## ACTIVITY:
Search term "markers": copy each line of the data containing it.

## EXERCISE MATERIAL:
★ ★ ★ ★ ★

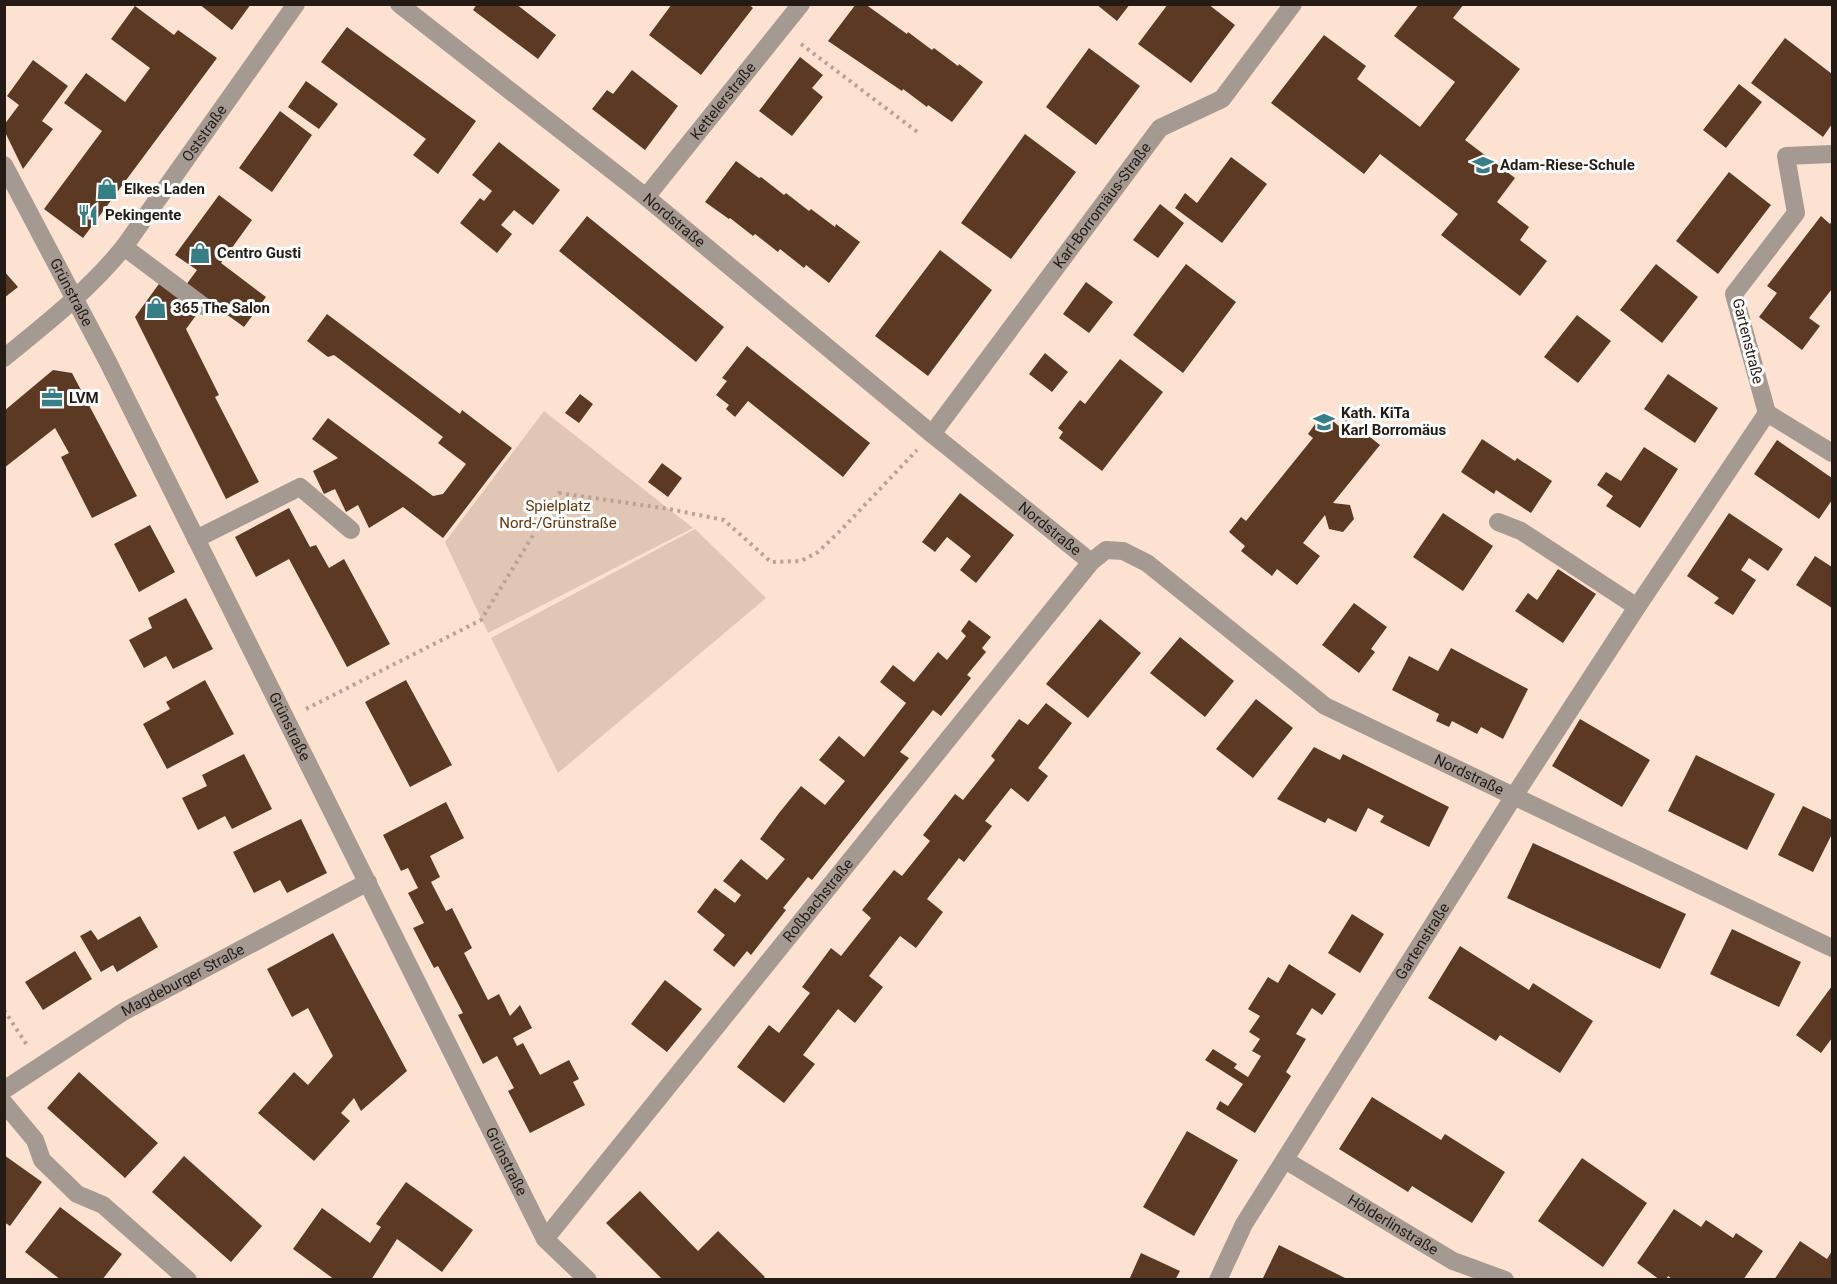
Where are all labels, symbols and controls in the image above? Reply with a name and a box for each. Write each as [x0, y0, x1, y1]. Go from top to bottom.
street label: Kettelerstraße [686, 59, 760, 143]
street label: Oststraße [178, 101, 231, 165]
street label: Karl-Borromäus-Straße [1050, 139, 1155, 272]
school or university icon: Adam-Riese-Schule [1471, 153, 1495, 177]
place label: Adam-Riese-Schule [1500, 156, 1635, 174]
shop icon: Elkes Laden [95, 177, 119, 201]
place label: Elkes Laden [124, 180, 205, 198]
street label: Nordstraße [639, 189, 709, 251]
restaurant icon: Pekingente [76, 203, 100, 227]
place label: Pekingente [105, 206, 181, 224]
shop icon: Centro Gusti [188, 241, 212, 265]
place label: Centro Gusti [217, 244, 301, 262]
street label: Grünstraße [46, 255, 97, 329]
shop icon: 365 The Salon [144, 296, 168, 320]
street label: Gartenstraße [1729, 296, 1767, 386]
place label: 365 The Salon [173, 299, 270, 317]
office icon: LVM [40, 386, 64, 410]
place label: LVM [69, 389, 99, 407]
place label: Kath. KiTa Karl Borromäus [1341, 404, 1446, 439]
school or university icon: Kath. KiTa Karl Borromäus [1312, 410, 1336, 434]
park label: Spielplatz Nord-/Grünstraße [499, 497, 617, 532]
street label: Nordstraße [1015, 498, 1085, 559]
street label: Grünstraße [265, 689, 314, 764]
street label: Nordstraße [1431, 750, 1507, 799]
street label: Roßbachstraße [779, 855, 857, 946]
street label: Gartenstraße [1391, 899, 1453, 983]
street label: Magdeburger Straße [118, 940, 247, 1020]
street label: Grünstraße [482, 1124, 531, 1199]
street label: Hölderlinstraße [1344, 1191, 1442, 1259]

★ ★ ★ ★ ★

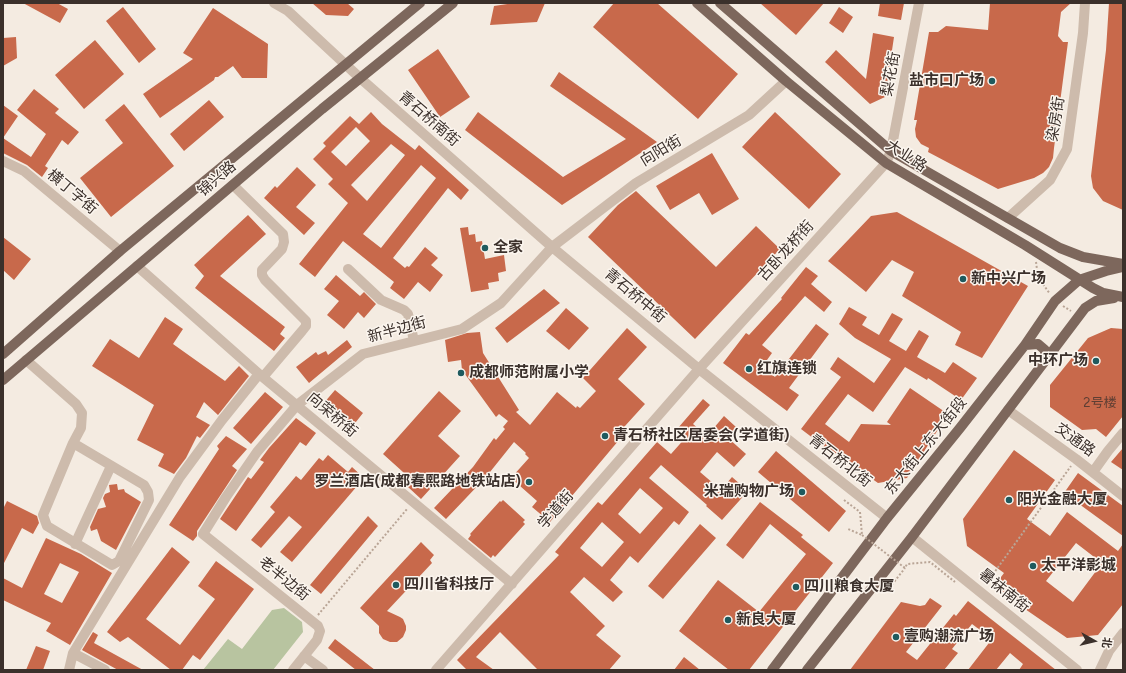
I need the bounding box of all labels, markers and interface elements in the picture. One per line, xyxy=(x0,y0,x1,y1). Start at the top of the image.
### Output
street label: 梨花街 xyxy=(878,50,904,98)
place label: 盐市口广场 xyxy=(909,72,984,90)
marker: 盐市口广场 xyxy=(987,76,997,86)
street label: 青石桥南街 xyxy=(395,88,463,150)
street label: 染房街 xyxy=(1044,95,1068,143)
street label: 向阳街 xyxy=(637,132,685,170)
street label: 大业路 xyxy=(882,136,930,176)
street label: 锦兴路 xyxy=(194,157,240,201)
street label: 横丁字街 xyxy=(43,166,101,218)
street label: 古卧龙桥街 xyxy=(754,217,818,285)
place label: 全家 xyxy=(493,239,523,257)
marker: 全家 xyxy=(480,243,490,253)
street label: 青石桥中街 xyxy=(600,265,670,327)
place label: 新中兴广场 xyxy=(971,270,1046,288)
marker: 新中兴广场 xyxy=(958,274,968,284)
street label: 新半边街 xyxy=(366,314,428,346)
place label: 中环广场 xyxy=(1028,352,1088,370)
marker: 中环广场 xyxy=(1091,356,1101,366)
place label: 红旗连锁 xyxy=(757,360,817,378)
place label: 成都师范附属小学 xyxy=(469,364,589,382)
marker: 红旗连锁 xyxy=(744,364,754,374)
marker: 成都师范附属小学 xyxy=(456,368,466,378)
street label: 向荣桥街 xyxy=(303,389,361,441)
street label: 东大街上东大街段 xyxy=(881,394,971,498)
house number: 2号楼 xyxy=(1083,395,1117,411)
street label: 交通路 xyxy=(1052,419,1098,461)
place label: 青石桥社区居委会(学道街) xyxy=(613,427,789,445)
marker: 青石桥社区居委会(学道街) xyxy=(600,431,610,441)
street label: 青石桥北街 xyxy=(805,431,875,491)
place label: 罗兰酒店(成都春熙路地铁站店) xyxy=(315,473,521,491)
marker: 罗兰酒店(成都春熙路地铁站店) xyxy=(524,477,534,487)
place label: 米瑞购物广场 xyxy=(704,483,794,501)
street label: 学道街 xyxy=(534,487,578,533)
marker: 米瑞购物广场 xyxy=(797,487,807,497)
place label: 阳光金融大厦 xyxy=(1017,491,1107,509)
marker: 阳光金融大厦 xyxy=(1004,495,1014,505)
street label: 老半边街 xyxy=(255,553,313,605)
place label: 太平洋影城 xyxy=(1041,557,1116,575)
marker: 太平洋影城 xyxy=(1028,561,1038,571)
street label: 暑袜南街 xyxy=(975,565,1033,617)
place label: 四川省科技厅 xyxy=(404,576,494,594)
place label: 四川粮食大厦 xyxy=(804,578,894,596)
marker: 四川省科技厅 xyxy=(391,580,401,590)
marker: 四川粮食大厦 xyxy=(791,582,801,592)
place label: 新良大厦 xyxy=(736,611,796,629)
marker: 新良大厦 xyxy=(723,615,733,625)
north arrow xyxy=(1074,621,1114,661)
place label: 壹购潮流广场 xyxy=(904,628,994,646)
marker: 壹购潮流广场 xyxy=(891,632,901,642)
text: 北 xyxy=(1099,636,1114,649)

★ ★ ★ ★ ★

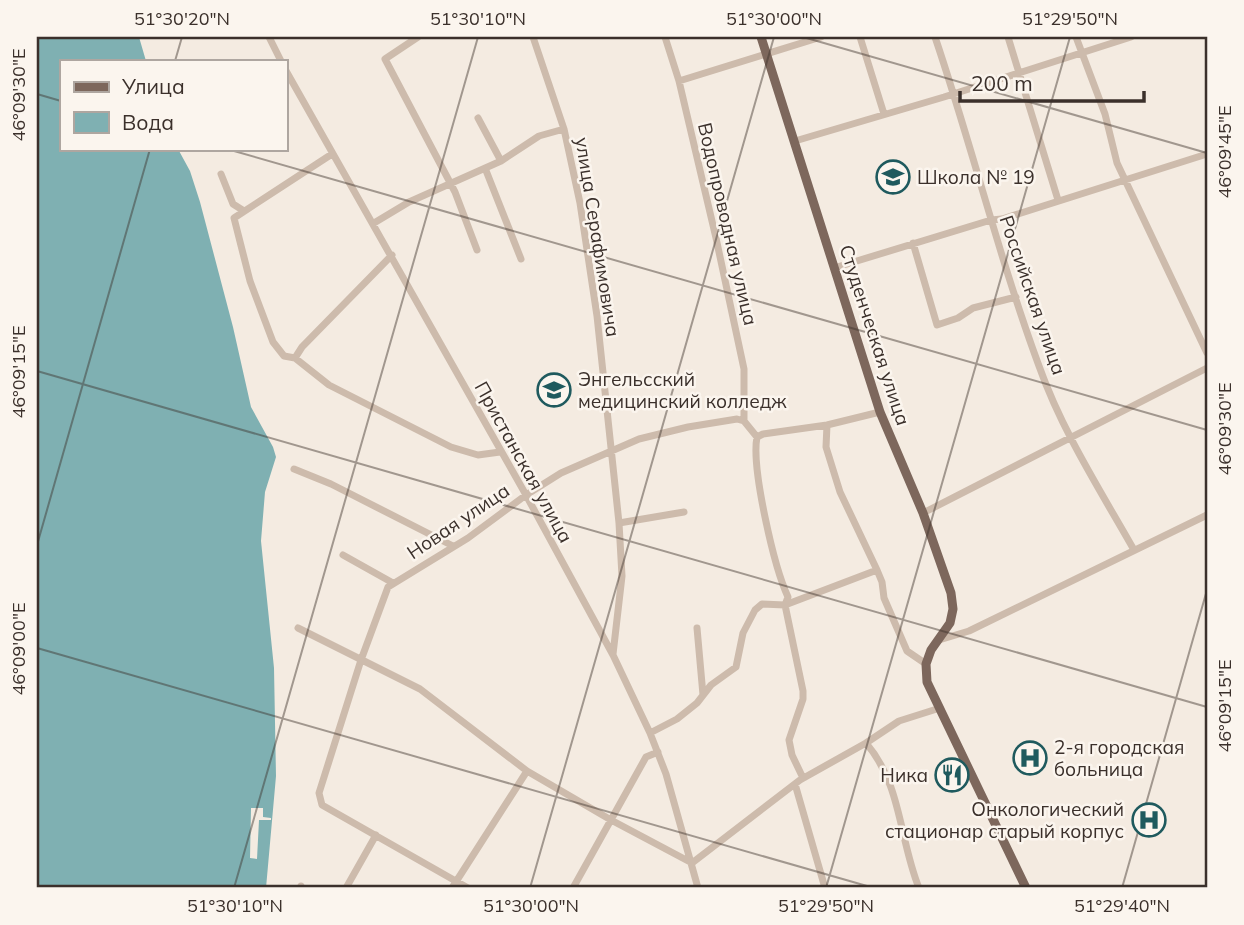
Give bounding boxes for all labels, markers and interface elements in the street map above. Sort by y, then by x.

★ ★ ★ ★ ★

## YOUR RESPONSE:
I need the bounding box of all labels, markers and interface elements in the picture. One per line, xyxy=(x0,y0,x1,y1). Start at the top of the image.
Give bounding boxes for all labels, markers and interface elements in the street map above. Sort by y, then by x.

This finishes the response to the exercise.